*Input data*:
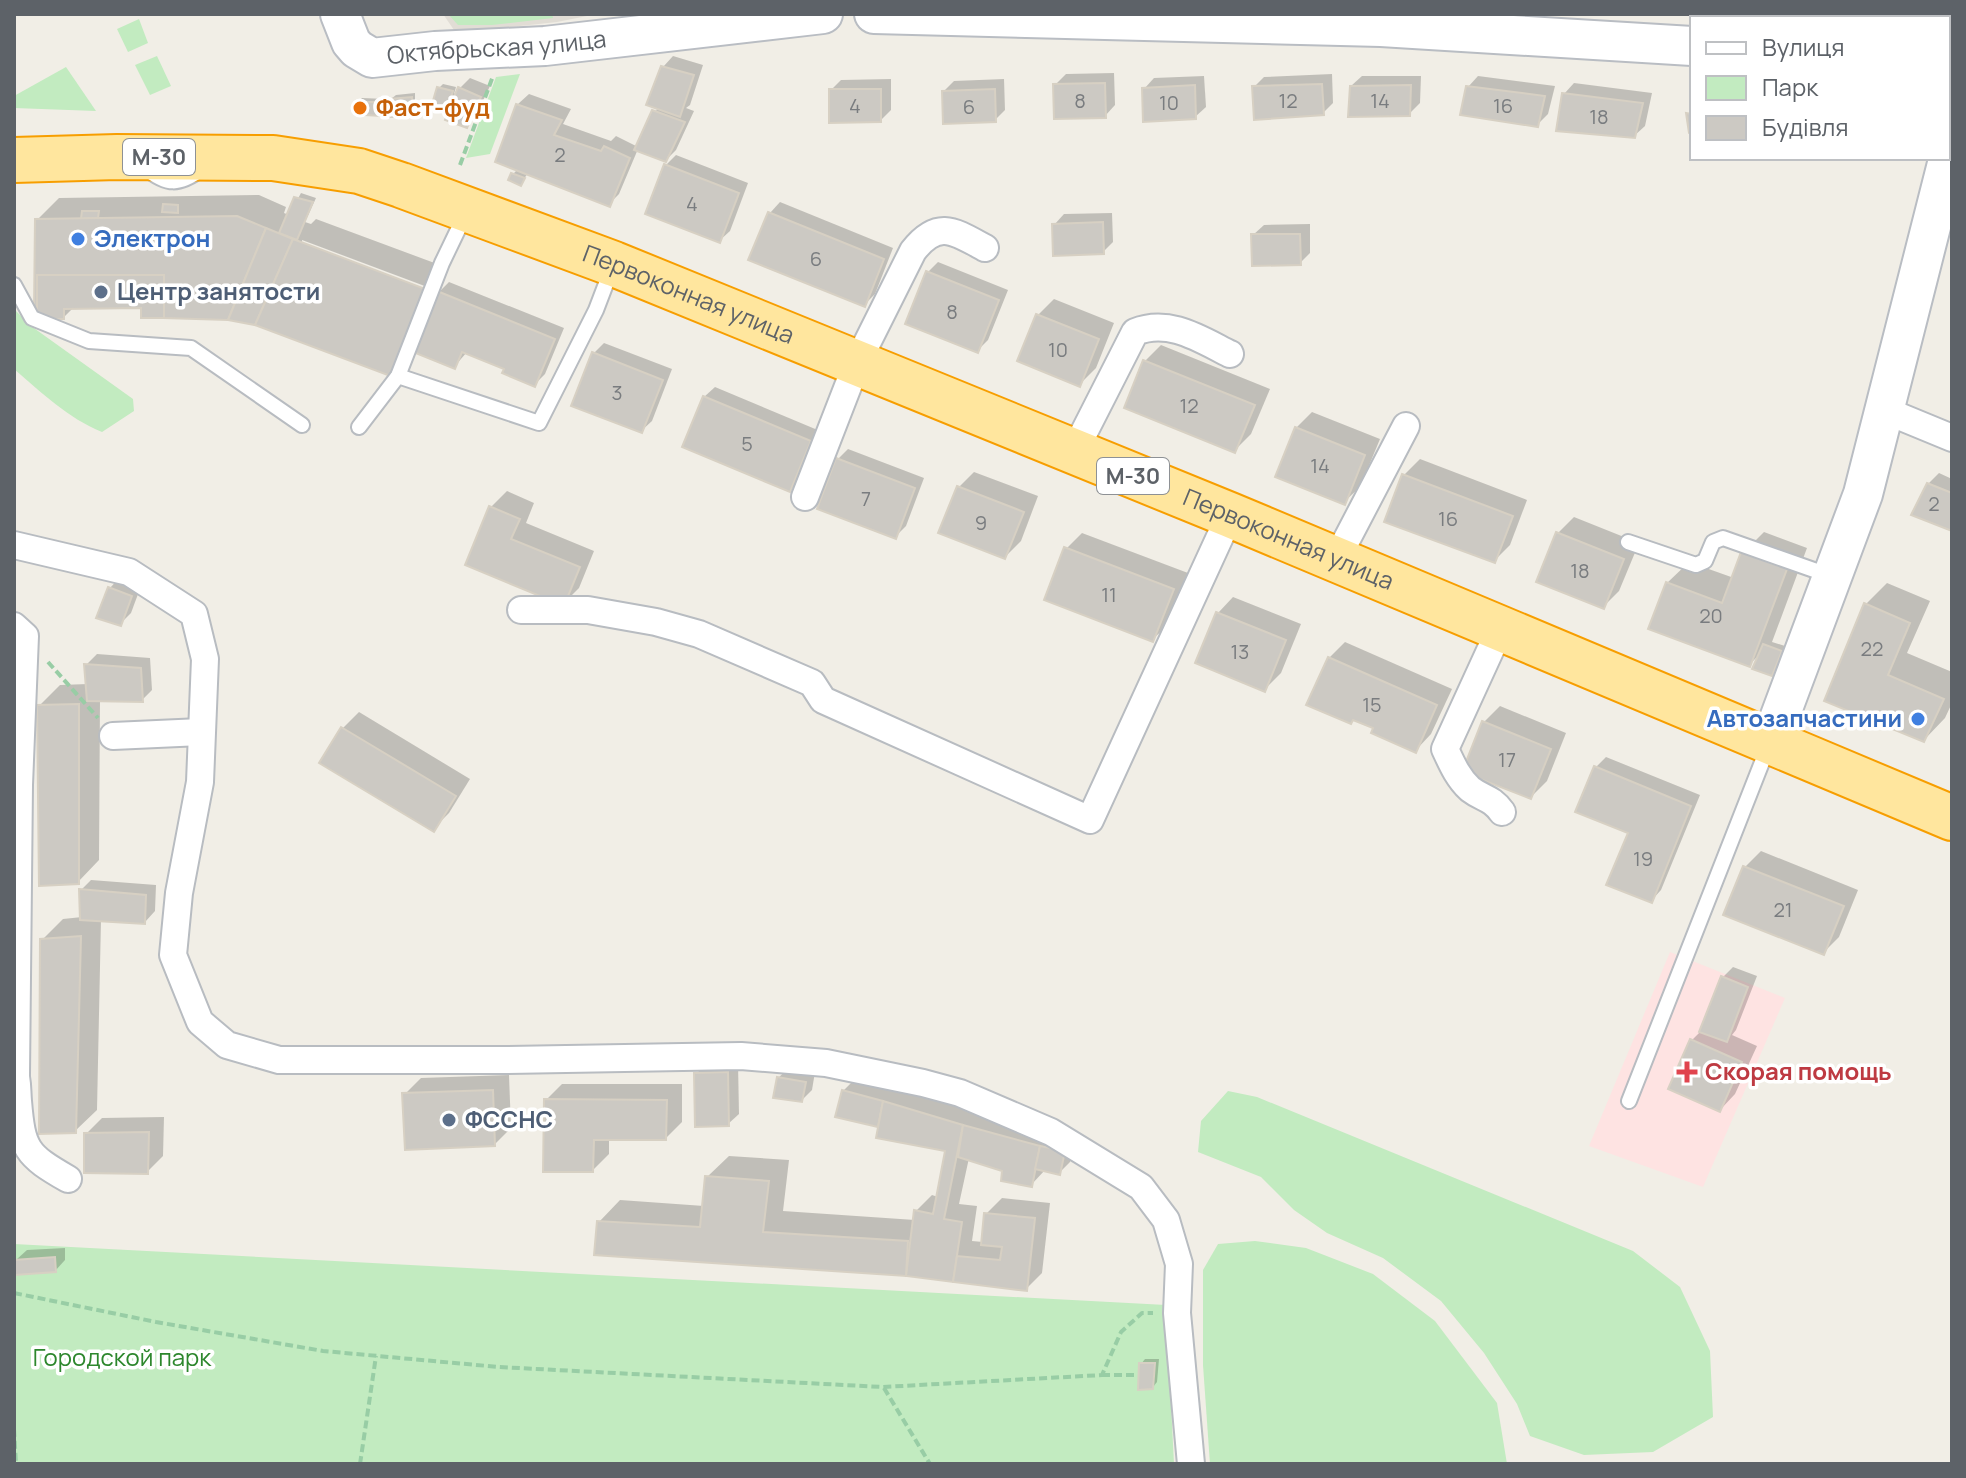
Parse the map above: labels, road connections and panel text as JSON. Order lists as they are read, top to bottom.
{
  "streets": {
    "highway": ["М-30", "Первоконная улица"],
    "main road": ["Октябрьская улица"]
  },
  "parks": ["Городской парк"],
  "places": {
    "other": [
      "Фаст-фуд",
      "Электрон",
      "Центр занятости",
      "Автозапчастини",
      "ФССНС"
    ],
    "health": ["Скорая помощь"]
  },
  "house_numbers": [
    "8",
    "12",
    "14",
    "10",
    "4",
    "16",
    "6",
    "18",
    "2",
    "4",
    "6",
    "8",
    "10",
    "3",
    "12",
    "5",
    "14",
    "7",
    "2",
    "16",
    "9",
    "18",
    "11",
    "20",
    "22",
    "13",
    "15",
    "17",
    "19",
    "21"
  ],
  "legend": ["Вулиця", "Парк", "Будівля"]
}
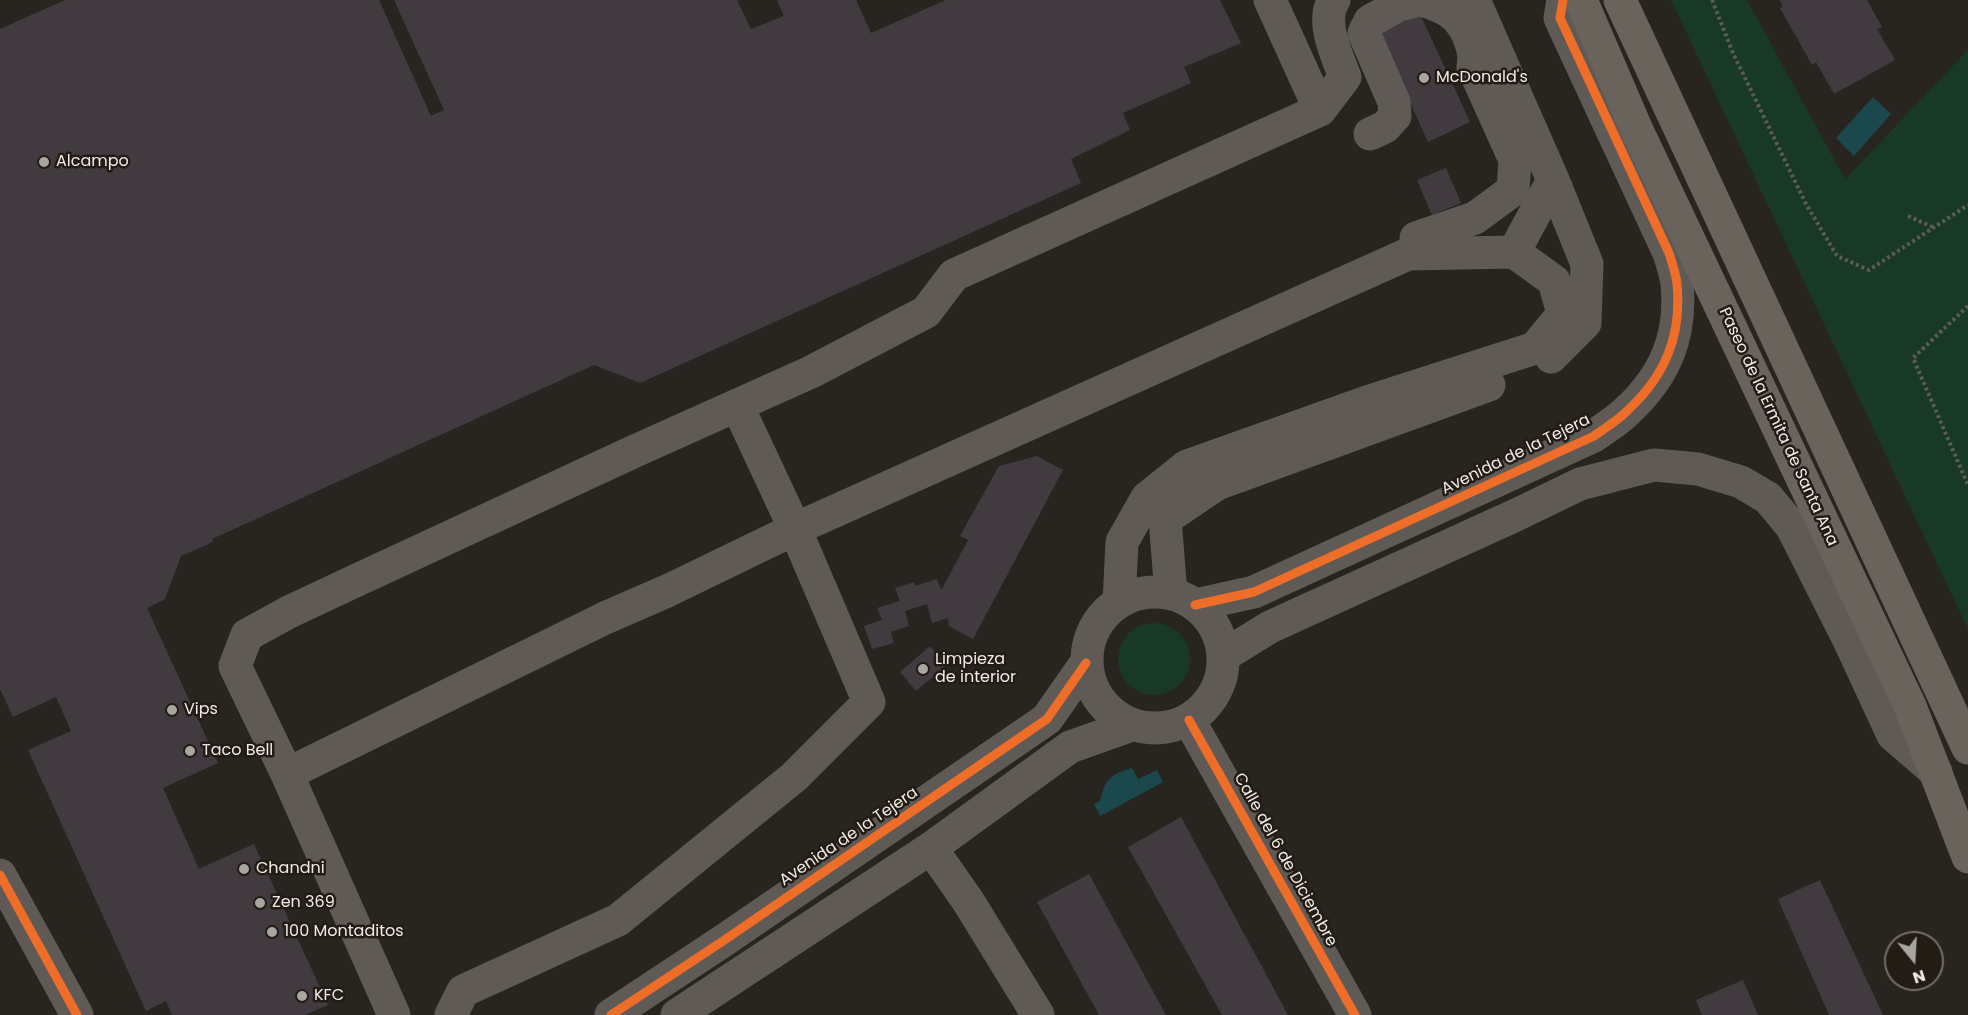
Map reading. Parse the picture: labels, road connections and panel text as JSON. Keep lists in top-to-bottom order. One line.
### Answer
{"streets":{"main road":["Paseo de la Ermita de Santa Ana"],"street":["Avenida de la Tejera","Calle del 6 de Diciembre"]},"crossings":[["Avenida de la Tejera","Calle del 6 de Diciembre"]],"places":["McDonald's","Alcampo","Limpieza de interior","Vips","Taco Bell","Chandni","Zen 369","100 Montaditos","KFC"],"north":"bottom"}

---

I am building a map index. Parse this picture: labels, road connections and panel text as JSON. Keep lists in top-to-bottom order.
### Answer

*Assignment*:
Throughout the listing, how many lines contain the string "Keep"? Give the number on its own.

*Written solution*:
2